# Annual salary to afford living in Brisbane



## Ssweetie_24

Hello everyone,
I realise this can be very subjective and will depend on the life style a person is used to, but what would be a desirable annual salary to live in Brisbane as a family of three (two adults and a one year old)? 
I am not talking about going out every day, but just living normal life, comfortable, with occasional outings.
Many thanks


----------



## JandE

The main thing is the accommodation cost.
That could be $250 pw or $500 pw+, or nothing if you own a home.

Many people live on about $60k. Many even less.

The 2011 Australian census showed:

The average Brisbane resident earns $633 a week, lives in a household that brings in $1,388 a week and pays out $1,950 each month for their mortgage.

But that is almost 5 years ago now.


----------



## Mish

Depends where you want to live and eat. It won't cost as much if you want to eat 2 minute noodles vs someone to wants to eat prawns.

I saw a house in Brisbane recently rented for $570 per week! Ouch!

If you want close it prepare to pay or live in a shoebox. Further out is not as expensive.

2 adults and a child I would make a guess of $100,000 per year (before tax) would be good.


----------



## JandE

Mish said:


> I saw a house in Brisbane recently rented for $570 per week! Ouch!
> 
> If you want close it prepare to pay or live in a shoebox. Further out is not as expensive.


Correct. 4 bed, 2 bath, double garage house on 700sqm for $250 pw about 1 hour to Brisbane, is feasible.


----------



## aussiesteve

JandE said:


> Correct. 4 bed, 2 bath, double garage house on 700sqm for $250 pw about 1 hour to Brisbane, is feasible.


Where is that? I would move in tomorrow! 2 bedroom units in Redcliffe 35 kms North of Brisbane cost $275 per week!


----------



## Mish

aussiesteve said:


> Where is that? I would move in tomorrow! 2 bedroom units in Redcliffe 35 kms North of Brisbane cost $275 per week!


Caboolture maybe or Beenleigh in the other direction.


----------



## JandE

aussiesteve said:


> Where is that? I would move in tomorrow! 2 bedroom units in Redcliffe 35 kms North of Brisbane cost $275 per week!


Redcliffe is near the beaches.
You need to go west of Brisbane, for the reduced housing costs.

But that's the point. People *choose* to pay more as they get more benefits, beach access etc, and only 28kms from the City.
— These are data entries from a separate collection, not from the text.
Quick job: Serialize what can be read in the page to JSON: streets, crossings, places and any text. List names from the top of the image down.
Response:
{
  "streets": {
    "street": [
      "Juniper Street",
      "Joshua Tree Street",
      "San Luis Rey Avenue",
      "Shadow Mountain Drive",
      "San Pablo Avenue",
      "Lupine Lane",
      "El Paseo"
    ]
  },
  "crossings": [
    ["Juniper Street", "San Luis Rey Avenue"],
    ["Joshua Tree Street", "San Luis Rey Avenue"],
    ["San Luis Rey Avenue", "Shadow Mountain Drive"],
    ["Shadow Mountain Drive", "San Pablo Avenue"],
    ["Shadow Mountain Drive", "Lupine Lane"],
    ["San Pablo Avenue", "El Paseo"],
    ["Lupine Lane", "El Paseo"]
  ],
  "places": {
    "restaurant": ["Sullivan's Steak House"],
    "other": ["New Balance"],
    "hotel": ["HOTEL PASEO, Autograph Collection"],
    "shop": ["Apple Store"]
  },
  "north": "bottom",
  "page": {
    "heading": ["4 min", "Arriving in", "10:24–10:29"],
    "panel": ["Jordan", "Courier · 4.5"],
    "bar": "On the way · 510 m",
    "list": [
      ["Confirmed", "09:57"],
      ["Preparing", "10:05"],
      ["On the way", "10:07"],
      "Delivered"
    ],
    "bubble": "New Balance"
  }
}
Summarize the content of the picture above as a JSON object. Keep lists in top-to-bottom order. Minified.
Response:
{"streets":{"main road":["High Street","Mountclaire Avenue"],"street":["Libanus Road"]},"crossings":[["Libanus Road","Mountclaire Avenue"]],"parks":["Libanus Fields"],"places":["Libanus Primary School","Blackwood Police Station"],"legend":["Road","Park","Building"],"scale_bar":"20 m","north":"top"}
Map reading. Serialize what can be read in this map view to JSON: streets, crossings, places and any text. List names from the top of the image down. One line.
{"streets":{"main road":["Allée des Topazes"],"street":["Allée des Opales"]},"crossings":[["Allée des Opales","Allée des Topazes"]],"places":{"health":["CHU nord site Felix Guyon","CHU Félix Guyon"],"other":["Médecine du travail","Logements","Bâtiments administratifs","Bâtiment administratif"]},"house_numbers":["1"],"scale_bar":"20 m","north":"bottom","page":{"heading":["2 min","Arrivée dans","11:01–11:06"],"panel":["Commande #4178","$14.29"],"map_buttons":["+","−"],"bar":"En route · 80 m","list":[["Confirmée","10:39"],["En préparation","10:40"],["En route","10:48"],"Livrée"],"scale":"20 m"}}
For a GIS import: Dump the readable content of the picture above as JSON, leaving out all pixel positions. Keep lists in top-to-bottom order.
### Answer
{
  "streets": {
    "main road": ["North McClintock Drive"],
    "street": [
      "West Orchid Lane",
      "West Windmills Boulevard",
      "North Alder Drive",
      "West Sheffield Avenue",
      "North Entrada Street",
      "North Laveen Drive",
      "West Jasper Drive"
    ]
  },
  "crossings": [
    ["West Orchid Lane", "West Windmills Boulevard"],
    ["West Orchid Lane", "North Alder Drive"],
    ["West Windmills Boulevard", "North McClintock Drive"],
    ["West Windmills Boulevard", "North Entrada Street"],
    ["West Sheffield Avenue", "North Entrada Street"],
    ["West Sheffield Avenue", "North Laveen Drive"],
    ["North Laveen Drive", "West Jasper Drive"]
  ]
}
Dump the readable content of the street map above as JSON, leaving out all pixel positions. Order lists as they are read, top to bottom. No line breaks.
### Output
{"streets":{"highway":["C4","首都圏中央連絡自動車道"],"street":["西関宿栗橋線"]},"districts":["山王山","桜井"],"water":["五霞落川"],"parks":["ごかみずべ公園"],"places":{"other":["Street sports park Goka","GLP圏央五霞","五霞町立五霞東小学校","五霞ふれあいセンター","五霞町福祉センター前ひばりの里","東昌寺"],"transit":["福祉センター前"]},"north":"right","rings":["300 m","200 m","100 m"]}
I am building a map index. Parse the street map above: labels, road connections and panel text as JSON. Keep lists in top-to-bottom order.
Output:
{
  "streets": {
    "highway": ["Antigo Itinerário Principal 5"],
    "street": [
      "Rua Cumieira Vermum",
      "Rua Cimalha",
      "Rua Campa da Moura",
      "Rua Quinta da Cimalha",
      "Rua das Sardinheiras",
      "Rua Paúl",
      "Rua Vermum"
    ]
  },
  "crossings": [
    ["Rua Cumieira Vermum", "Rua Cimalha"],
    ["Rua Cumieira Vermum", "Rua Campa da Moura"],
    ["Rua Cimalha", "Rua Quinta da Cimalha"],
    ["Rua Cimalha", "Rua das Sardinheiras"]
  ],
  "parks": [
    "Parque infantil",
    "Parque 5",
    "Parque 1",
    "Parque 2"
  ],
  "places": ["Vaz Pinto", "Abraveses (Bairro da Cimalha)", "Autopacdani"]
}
When places like Ipswich are mentioned, or even further out, but still within an hour of Brisbane, most people say they *prefer to pay more* and live in more desirable places.

You say you would move tomorrow, but would you?
How much extra is the nearness to the beach worth to most people?

Go even further out (55 minutes to Brisbane - off peak) and you can get a massive new house on a full acre of land for little more than $300,000 purchase price, which would be about $300 per week rent. 
The same house near the beach would be twice that price, on a quarter the land size...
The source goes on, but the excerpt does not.